/find-unicode-control

Primary LanguagePythonBSD 3-Clause "New" or "Revised" LicenseBSD-3-Clause

find-unicode-control

These scripts look for non-printable unicode characters in all text files in a source tree. find_unicode_control.py should work with python2 as well as python3. It uses python-magic if available to determine file type, or simply spawns the file --mime-type command. They should be functionally the same and find_unicode_control.py could eventually get disposed.

usage: find_unicode_control.py [-h] [-p {all,bidi}] [-v] [-c CONFIG] path [path ...]

Look for Unicode control characters

positional arguments:
  path                  Sources to analyze

optional arguments:
  -h, --help            show this help message and exit
  -p {all,bidi}, --nonprint {all,bidi}
                        Look for either all non-printable unicode characters or bidirectional control characters.
  -v, --verbose         Verbose mode.
  -d, --detailed        Print line numbers where characters occur.
  -t, --notests         Exclude tests (basically test.* as a component of path).
  -c CONFIG, --config CONFIG
                        Configuration file to read settings from.

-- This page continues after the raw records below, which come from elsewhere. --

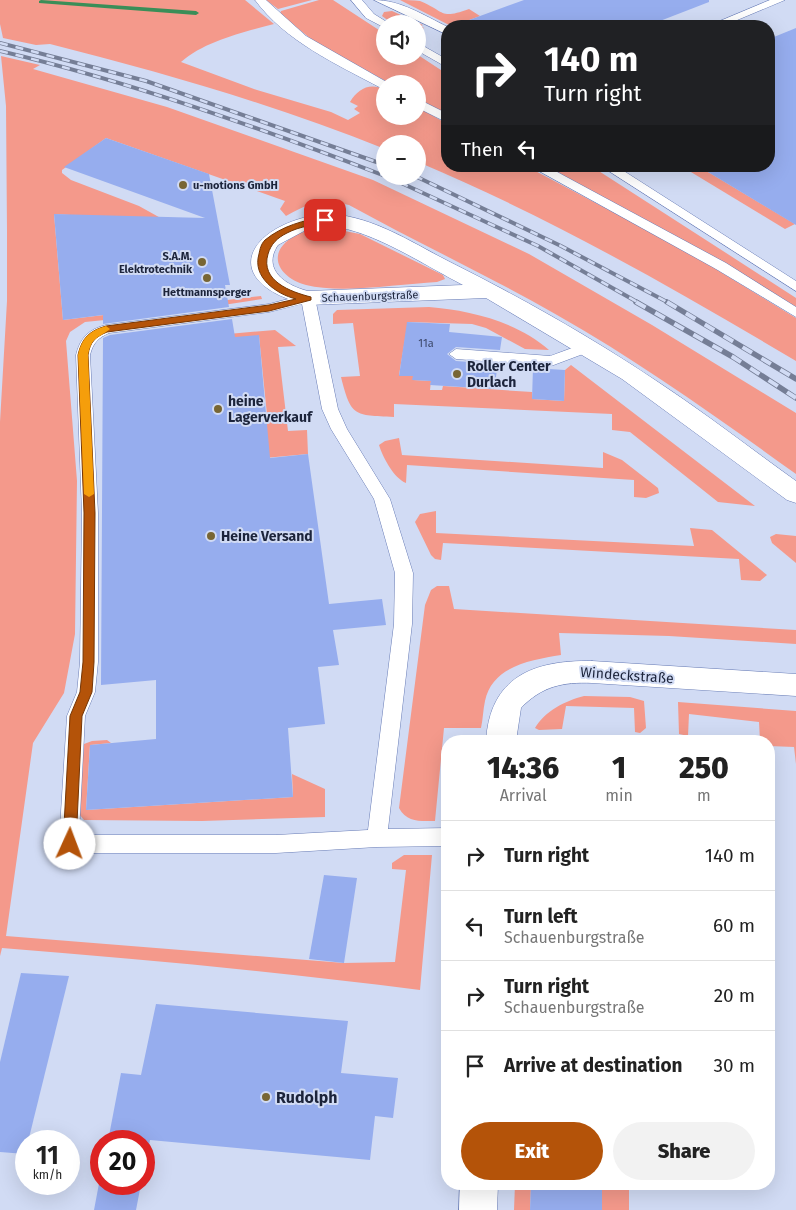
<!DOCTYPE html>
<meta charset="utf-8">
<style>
:root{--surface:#fff;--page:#f2f2f2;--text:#222;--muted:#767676;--line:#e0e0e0;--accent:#b45309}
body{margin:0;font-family:"Fira Sans",sans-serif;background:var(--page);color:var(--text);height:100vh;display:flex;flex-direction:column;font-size:19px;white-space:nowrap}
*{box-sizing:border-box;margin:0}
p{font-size:16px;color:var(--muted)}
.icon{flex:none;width:28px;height:28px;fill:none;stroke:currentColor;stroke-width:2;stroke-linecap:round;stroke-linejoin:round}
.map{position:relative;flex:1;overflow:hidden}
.panel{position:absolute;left:441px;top:735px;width:334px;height:455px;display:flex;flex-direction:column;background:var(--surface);border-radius:20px;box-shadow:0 5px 20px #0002}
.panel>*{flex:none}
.hud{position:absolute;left:441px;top:20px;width:334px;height:152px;border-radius:20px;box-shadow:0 5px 20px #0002;background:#202124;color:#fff;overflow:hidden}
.buttons{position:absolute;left:376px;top:15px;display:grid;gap:10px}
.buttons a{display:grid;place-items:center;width:50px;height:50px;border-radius:50%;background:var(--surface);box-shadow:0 5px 20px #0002;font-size:25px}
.speed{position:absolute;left:15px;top:1130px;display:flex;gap:10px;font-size:25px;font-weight:700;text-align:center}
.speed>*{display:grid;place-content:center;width:65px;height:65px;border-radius:50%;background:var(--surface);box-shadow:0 5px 20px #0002;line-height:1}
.speed small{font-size:12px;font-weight:400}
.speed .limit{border:8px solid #d22;background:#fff;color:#111}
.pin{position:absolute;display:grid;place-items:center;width:42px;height:42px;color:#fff;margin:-21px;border-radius:10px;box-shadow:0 2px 8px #0006}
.me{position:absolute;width:55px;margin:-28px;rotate:2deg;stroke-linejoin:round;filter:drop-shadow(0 0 4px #0008)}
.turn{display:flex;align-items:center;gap:18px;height:105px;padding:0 20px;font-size:22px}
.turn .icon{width:65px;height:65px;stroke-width:2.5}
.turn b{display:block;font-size:35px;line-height:42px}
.then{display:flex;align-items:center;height:48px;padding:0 20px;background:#0003;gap:10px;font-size:19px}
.eta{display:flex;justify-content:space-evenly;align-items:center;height:85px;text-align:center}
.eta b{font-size:30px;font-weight:800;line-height:35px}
.button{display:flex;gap:10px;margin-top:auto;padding:10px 20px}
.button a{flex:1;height:58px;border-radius:30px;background:var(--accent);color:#fff;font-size:20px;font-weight:800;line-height:58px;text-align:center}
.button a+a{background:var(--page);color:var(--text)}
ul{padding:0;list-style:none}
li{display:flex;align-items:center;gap:15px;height:70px;padding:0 20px;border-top:1px solid var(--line)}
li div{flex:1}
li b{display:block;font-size:19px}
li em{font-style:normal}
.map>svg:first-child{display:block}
</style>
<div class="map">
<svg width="796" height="1210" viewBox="0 0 796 1210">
<rect width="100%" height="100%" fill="#d1dbf4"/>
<g fill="#f4998b">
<path d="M0 0H245L274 24C244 32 205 41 181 62L257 90 331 112 348 120 360 113 354 109 358 106 350 102C358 89 370 82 385 90V116H418V107L447 124 448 166H526L690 253 796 318V361C673 288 549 217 418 162V144H385V149C276 105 164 73 50 44L36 45 3 38 0 24Z"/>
<polygon points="266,0 312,0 278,9"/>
<polygon points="319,0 333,0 385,34 385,56 418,55 447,74 447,115 418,98 418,84 391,84 316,43 280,14 281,11"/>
<path d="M400 0C406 0 414 0 420 1 445 11 439 20 469 9L480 16 456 25 458 26H451Z"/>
<polygon points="392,11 423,25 421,26 424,28 418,31 418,24 393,24 382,16 384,12"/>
<path d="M1 56 40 65 33 69 167 107 373 180 529 254 652 325 796 413V474C718 418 640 362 557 315 489 276 418 243 349 205 322 198 310 202 286 216L280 209 285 201 106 138 62 170V173L71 180 139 206 166 221 54 214 63 320 261 296 262 299 164 314 85 322 70 332 66 341 77 481 75 634 64 693 33 743 6 936 344 963 395 962 406 870 392 869V863L404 855H432L420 990C281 972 142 959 2 948L0 956V422L7 301V231L6 106Z"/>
<polygon points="546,166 591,166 796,298 796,307 725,263"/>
<polygon points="681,166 698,166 795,224 785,229"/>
<path d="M329 228 360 234 443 275 445 279 437 282C399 284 341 294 306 285 277 277 265 252 296 235 306 230 318 229 329 228Z"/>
<path d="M429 307C469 310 518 322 549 350L525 349 486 328 472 324 408 322 399 375 413 376V380L431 381 430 390H442L443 386 532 392V399L564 401 565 370 571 365 755 506 718 502 630 432 612 430V414L394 404V417C354 415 351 417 341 377L360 376 353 323 333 324V314L337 310Z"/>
<polygon points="275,330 296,346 278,347 288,431 307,430 308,454 212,463 267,415 259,336 229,338 228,334"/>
<path d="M399 438 402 455 603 468V452L622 460 658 488 659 493 646 498 634 497V480L407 465 406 483C394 478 384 459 380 448L379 445 385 441Z"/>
<polygon points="436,511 436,533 694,546 690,528 712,530 767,575 760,581 741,580 739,559 443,543 441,560 435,559 431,555 415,522 420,514"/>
<polygon points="776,534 796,536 796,563 772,543 770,537"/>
<path d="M437 586H449L454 609 796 630V644L669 636 559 633 561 655C531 660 492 666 485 701 483 710 483 719 481 728H444L435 821C421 821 407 823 399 808L425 605 431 590Z"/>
<path d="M584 696 630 697 644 701 646 728 640 733 635 732 634 708 566 706 562 729 539 730 535 728C545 711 565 701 584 696Z"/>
<polygon points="678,702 796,711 796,764 794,747 769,746 769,741 760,741 759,722 689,714 688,736 679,734"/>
<polygon points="107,740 111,743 90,745 86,810 293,797 292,774 325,789 325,817 202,821 84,820 79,814 84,744 92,741"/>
<polygon points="515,1184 531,1184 530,1210 514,1210"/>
<rect x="602" y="1184" width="27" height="26"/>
</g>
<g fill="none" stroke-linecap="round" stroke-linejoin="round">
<polygon fill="#3a8e58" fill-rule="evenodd" points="41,0 196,11 199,13 196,15 39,3 39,1"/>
</g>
<g fill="#96adee">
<polygon points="524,0 709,0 709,2 647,26 462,26 461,23"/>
<polygon points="796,28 796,225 698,166 769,166 769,39"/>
<polygon points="106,138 209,174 230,285 225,285 229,307 103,324 103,315 63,320 54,214 205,218 64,167"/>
<polygon points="232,319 235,337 259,335 270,458 308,454 329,604 382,599 386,625 333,630 339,665 318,667 325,724 288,728 293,797 86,810 90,745 156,739 156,680 101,685 103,338 110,335"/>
<polygon points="407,322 450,324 449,332 502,337 500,350 456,347 447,354 456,361 498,364 494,389 430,385 431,381 412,380 413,376 399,376"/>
<polygon points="533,368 565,370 564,401 532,399"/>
<polygon points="324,875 357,878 344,963 309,959"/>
<polygon points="21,973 69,976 25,1154 0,1152 0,1062"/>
<polygon points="156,1004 348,1021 341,1073 398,1078 393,1118 375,1116 370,1160 150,1140 144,1172 144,1141 108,1141 121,1073 141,1075"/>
<polygon points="101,1173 101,1184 141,1184 136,1210 94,1210"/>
<polygon points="531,1184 602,1184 602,1210 530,1210"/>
</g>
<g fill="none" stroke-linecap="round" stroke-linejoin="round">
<g stroke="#687cb6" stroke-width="1">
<g id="service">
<path d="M255 0H266L306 36 390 84H385V89L381 88C336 64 285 41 255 0Z"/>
<polygon points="351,0 362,0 374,14 390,24 385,24 385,28 366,18"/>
<path d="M374 0C401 0 423 15 448 27V35Z"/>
<polygon points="770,0 785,0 723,26 708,26"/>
<polygon points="418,43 448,60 448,68 418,51"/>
<polygon points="418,99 448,114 448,123 418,108"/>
<polygon points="530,166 546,166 726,263 796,307 796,317 716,269"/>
<polygon points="601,166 616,166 796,281 796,291"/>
<path d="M308 294 315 298 338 409 347 429 390 499 413 573 412 624 388 829 448 828V846L377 847 276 853H69L62 850 59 844 67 716 77 692 80 662 82 513 76 355C80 338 89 329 106 325L269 304ZM302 304 322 409 331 429 374 499 395 573 394 624 368 830 276 835H79L85 716 95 692 98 662V513L90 355C93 343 98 338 109 333L269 312Z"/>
<polygon points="586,343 591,345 593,348 591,351 551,366 456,359 449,354 456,349 550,356"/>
</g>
</g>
<g stroke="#687cb6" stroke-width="1">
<g id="minor">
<path d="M322 214C368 213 409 241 448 261 520 297 591 337 658 382 705 413 750 448 796 481V503L787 500 622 379 486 298 308 305C217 283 245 225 322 214ZM331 226C374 231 424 265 463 285L308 291C287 286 261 270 278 245L304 231Z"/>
<path d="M592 661 796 674V696L592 683C563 682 542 686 521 708L516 741H486C490 677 533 660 592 661Z"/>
<polygon points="460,1184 498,1184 497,1210 459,1210"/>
</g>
</g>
<use href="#service" fill="#fff" fill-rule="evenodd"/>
<use href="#minor" fill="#fff" fill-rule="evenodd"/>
<g stroke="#757e96" stroke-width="4">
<g id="rail-far1">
<polyline points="0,43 146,81 385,165"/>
<path d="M0 51C131 82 260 128 385 176"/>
<polyline points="386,176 538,246 639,303"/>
<polyline points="415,176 561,246 669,303"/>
</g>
</g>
<g stroke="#757e96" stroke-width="5.5">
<g id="rail">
<polyline points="636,302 733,357 796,398"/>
<polyline points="667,302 796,379"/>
</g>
</g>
<use href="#rail-far1" stroke="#d1dbf4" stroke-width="2.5" stroke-dasharray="8" stroke-linecap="butt"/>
<use href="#rail" stroke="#d1dbf4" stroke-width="4" stroke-dasharray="11" stroke-linecap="butt"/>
</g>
<path fill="#b45309" stroke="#753606" d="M325 217 328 218V222C315 225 300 226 287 233 277 238 271 244 268 254 260 281 291 292 311 297V300L269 311 107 332C95 337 90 342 88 355L95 513 94 662 92 692 82 716 76 844 74 848H65L63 844 70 716 80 692 83 662 84 513 78 355C82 338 89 331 106 326L269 305 296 299C276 294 252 277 259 254 260 249 261 244 265 240 282 226 304 220 325 217Z"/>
<path fill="#f59e0b" d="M106 326 110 329C98 339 92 336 88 355L94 494 89 497 84 494 78 355C82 338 89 331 106 326Z"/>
<g fill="#786634" stroke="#d1dbf4" stroke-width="2">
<circle cx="183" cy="185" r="5"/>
<circle cx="202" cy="262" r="5"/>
<circle cx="207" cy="278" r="5"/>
<circle cx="457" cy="374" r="5"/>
<circle cx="218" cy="409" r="5"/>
<circle cx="211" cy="536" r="5"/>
<circle cx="266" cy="1097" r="5"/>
</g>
<g text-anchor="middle" stroke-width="4" stroke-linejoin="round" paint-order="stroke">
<g font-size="11" font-weight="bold" fill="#1c243b" stroke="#d1dbf4" text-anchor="start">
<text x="193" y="189">u-motions GmbH</text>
<text x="192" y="260" text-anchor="end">S.A.M.<tspan x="192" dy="13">Elektrotechnik</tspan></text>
<text x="207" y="296" text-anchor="middle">Hettmannsperger</text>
</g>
<g font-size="11" fill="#1c243b" stroke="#d1dbf4">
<text transform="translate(370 296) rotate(-2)" y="4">Schauenburgstraße</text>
</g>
<g font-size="11" fill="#3a4668">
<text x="426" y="347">11a</text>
</g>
<g font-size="14" font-weight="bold" fill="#1c243b" stroke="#d1dbf4" text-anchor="start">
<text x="467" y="371">Roller Center<tspan x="467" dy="16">Durlach</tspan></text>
<text x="228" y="406">heine<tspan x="228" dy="16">Lagerverkauf</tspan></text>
<text x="221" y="541">Heine Versand</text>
</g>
<g font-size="14" fill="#1c243b" stroke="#d1dbf4">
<text transform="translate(627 675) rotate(4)" y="5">Windeckstraße</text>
</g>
<g font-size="16" font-weight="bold" fill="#1c243b" stroke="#d1dbf4" text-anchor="start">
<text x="276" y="1103">Rudolph</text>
</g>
</g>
</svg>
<div class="buttons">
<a><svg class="icon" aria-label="sound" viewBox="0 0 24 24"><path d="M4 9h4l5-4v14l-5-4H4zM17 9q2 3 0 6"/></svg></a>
<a>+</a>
<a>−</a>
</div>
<div class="speed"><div>11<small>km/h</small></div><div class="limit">20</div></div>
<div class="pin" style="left:325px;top:220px;background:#d93025"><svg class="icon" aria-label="arrive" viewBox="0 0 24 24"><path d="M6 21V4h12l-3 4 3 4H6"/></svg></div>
<svg class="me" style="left:70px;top:844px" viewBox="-20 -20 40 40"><circle r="19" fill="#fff"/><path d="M0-13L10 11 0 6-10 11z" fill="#b45309"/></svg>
<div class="hud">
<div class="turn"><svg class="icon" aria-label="right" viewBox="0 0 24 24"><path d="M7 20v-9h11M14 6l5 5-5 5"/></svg><div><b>140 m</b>Turn right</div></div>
<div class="then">Then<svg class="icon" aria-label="left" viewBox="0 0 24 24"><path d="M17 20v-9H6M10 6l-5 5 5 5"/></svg></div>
</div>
<section class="panel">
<div class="eta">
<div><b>14:36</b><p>Arrival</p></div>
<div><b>1</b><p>min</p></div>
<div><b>250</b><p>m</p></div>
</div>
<ul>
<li><svg class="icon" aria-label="right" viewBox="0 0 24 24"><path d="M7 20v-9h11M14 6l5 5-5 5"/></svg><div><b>Turn right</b></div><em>140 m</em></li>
<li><svg class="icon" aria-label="left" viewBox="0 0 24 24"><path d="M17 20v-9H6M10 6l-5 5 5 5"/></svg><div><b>Turn left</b><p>Schauenburgstraße</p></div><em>60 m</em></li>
<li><svg class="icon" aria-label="right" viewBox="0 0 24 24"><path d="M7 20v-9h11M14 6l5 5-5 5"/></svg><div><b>Turn right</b><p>Schauenburgstraße</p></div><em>20 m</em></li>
<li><svg class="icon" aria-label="arrive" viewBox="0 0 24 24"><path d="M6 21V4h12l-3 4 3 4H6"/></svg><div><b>Arrive at destination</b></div><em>30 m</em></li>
</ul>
<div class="button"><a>Exit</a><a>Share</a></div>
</section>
</div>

If unicode BIDI control characters or non-printable characters are found in a file, it will print output as follows:

$ python3 find_unicode_control.py -p bidi *.c
commenting-out.c: bidirectional control characters: {'\u202e', '\u2066', '\u2069'}
early-return.c: bidirectional control characters: {'\u2067'}
stretched-string.c: bidirectional control characters: {'\u202e', '\u2066', '\u2069'}

Using the -d flag, the output is more detailed, showing line numbers in files, but this mode is also slower:

find_unicode_control.py -p bidi -d .
./commenting-out.c:4 bidirectional control characters: ['\u202e', '\u2066', '\u2069', '\u2066']
./commenting-out.c:6 bidirectional control characters: ['\u202e', '\u2066']
./early-return.c:4 bidirectional control characters: ['\u2067']
./stretched-string.c:6 bidirectional control characters: ['\u202e', '\u2066', '\u2069', '\u2066']

The optimal workflow would be to do a quick scan through a source tree and if any issues are found, do a detailed scan on only those files.

Configuration file

If files need to be excluded from the scan, make a configuration file and define a scan_exclude variable to a list of regular expressions that match the files or paths to exclude. Alternatively, add a scan_exclude_mime list with the list of mime types to ignore; this can again be a regular expression. Here is an example configuration that glibc uses:

scan_exclude = [
        # Iconv test data
        r'/iconvdata/testdata/',
        # Test case data
        r'libio/tst-widetext.input$',
        # Test script.  This is to silence the warning:
        # 'utf-8' codec can't decode byte 0xe9 in position 2118: invalid continuation byte
        # since the script tests mixed encoding characters.
        r'localedata/tst-langinfo.sh$']

Notes

This script was quickly hacked together to scan repositories with mostly LTR, unicode content. If you have RTL content (either in comments, literals or even identifiers in code), it will give false warnings that you need to weed out. For now you need to exclude such RTL code using scan_exclude but a long term wish list (if this remains relevant, hopefully more sophisticated RTL diagnostics will make it obsolete!) is to handle RTL a bit more intelligently.